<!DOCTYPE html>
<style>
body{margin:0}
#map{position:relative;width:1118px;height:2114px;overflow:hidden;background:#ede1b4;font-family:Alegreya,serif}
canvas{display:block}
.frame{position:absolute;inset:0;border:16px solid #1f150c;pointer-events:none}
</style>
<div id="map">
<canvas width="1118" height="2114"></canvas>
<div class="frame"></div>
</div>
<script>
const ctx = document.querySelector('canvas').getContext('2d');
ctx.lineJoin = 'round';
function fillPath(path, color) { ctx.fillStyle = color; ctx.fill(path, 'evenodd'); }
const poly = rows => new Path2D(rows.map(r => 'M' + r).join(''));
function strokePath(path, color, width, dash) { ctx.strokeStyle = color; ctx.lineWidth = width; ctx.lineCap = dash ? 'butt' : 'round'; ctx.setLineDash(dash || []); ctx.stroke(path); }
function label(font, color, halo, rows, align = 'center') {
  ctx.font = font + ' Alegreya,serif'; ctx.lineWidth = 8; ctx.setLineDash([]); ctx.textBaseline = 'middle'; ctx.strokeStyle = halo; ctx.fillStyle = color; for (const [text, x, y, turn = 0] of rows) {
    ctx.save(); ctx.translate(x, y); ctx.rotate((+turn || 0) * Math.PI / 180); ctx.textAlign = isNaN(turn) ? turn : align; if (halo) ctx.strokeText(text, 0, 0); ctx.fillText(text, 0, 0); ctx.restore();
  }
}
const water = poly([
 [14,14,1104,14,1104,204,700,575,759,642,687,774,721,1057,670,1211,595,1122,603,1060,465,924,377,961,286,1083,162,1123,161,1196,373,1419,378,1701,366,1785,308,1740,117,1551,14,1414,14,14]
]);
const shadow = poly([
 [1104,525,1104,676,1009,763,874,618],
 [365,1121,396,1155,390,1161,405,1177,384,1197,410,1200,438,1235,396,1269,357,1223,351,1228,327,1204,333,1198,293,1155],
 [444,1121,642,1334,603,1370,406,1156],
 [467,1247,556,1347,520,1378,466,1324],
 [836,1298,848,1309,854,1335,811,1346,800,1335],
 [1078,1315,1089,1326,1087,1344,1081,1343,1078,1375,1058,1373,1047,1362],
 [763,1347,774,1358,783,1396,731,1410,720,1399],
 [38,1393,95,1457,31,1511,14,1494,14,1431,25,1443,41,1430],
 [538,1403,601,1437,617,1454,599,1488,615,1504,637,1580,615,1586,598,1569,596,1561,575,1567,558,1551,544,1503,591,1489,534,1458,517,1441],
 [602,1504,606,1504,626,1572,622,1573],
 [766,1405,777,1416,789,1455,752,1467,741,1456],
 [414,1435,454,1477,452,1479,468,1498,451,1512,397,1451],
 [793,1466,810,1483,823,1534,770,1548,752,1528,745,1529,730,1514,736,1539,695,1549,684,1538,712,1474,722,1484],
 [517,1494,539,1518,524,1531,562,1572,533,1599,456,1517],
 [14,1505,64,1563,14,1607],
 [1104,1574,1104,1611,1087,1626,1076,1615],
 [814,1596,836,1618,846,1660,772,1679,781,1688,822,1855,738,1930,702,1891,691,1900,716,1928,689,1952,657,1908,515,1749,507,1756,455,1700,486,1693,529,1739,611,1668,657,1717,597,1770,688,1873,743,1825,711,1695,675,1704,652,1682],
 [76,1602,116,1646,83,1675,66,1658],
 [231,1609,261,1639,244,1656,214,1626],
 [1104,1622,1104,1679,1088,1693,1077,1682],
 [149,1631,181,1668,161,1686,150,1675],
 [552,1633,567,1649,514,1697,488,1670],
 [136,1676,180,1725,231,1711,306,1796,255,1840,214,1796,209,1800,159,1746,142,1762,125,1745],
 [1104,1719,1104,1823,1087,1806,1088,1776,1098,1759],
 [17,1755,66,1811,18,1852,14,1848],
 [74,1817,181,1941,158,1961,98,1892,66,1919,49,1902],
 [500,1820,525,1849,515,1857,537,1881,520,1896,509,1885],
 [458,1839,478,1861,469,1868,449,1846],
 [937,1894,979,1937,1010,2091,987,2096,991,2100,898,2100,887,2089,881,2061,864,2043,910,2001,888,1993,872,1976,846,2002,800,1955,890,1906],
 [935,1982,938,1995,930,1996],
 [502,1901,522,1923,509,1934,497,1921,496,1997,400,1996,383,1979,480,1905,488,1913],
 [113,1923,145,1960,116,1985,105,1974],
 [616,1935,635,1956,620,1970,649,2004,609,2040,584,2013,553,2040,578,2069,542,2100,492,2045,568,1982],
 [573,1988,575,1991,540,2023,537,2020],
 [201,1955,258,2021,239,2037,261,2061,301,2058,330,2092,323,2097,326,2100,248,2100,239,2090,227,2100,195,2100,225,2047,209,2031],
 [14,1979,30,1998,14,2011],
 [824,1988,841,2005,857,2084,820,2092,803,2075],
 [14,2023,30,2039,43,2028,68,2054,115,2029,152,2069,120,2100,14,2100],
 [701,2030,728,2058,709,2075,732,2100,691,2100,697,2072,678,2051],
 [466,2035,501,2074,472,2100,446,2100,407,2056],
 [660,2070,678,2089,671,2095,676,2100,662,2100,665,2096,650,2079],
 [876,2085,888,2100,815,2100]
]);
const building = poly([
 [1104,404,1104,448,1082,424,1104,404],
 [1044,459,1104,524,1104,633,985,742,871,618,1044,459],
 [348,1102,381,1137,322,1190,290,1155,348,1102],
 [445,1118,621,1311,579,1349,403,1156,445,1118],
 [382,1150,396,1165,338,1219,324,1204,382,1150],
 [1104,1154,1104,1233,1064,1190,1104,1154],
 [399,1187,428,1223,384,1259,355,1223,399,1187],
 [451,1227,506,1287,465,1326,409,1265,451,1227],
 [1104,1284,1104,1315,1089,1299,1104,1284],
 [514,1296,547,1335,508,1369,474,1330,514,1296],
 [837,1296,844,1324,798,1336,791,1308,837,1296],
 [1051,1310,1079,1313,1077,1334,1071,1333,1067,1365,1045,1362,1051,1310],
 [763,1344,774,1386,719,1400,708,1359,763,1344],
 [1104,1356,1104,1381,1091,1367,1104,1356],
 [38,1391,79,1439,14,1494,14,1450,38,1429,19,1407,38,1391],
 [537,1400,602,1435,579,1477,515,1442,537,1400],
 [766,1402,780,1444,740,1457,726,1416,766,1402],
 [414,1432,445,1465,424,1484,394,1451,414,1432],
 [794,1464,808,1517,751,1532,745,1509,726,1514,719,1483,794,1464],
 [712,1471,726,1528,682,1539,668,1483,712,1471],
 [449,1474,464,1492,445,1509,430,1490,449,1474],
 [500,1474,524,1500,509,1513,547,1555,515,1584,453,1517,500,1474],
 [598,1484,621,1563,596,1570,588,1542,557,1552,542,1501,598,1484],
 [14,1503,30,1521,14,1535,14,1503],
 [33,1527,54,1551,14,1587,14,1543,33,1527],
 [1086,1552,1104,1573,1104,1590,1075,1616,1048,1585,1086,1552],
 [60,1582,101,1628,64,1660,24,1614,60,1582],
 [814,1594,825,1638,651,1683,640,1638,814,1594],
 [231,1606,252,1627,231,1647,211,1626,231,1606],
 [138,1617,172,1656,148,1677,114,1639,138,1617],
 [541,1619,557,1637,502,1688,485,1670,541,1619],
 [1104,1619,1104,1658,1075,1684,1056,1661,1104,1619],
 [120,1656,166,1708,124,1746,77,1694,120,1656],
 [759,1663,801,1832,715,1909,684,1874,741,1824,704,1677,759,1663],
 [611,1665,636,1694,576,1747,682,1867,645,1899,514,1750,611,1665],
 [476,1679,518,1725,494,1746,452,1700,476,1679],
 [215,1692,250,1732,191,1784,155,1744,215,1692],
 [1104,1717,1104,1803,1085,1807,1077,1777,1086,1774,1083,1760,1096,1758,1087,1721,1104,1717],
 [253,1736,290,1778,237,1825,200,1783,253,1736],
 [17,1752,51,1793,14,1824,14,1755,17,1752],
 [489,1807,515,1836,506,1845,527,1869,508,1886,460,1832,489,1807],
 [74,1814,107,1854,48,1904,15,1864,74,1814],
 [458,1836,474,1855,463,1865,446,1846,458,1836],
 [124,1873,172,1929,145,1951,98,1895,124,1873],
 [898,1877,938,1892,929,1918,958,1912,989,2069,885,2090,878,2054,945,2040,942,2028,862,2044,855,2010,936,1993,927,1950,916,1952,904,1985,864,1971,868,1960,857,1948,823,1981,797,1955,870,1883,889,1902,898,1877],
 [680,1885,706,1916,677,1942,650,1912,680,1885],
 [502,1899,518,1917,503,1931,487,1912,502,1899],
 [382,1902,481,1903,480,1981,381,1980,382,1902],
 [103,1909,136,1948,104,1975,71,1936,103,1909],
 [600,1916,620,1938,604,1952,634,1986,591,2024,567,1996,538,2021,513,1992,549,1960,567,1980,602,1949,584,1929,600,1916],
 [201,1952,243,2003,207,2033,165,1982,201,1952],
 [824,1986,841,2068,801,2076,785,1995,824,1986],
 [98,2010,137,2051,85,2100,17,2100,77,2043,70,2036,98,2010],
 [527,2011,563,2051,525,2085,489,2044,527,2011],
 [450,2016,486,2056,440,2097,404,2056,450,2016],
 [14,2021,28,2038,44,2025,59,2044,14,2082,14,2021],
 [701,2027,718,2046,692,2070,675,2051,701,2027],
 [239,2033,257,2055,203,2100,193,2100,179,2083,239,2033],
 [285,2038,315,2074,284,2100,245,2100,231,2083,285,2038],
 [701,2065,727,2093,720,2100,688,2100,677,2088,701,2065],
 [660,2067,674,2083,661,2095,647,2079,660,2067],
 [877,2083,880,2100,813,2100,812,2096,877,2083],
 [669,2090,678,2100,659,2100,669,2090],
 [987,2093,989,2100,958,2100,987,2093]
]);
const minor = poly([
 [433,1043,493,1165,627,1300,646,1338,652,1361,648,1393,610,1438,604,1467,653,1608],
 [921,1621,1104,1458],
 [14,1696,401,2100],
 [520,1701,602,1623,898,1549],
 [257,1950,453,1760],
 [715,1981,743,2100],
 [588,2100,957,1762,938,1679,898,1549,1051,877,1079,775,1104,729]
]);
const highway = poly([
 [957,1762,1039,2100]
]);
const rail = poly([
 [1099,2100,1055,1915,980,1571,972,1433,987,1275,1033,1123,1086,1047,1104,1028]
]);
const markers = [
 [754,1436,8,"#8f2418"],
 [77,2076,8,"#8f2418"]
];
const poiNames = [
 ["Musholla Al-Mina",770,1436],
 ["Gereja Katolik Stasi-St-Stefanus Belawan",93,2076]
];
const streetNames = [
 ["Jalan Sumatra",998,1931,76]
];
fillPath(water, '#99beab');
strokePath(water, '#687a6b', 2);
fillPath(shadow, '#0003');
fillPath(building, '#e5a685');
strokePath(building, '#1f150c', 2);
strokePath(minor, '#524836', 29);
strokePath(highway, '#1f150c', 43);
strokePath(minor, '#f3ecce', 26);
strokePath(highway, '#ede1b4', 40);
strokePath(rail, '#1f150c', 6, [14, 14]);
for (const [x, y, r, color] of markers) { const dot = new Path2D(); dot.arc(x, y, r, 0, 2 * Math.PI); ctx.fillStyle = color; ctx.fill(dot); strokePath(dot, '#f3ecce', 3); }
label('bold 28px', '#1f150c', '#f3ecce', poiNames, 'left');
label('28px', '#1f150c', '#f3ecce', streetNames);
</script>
+++
What the exercise asks — A single number is expected: how many lines in the records contain the string "strokePath".

Task answer — 9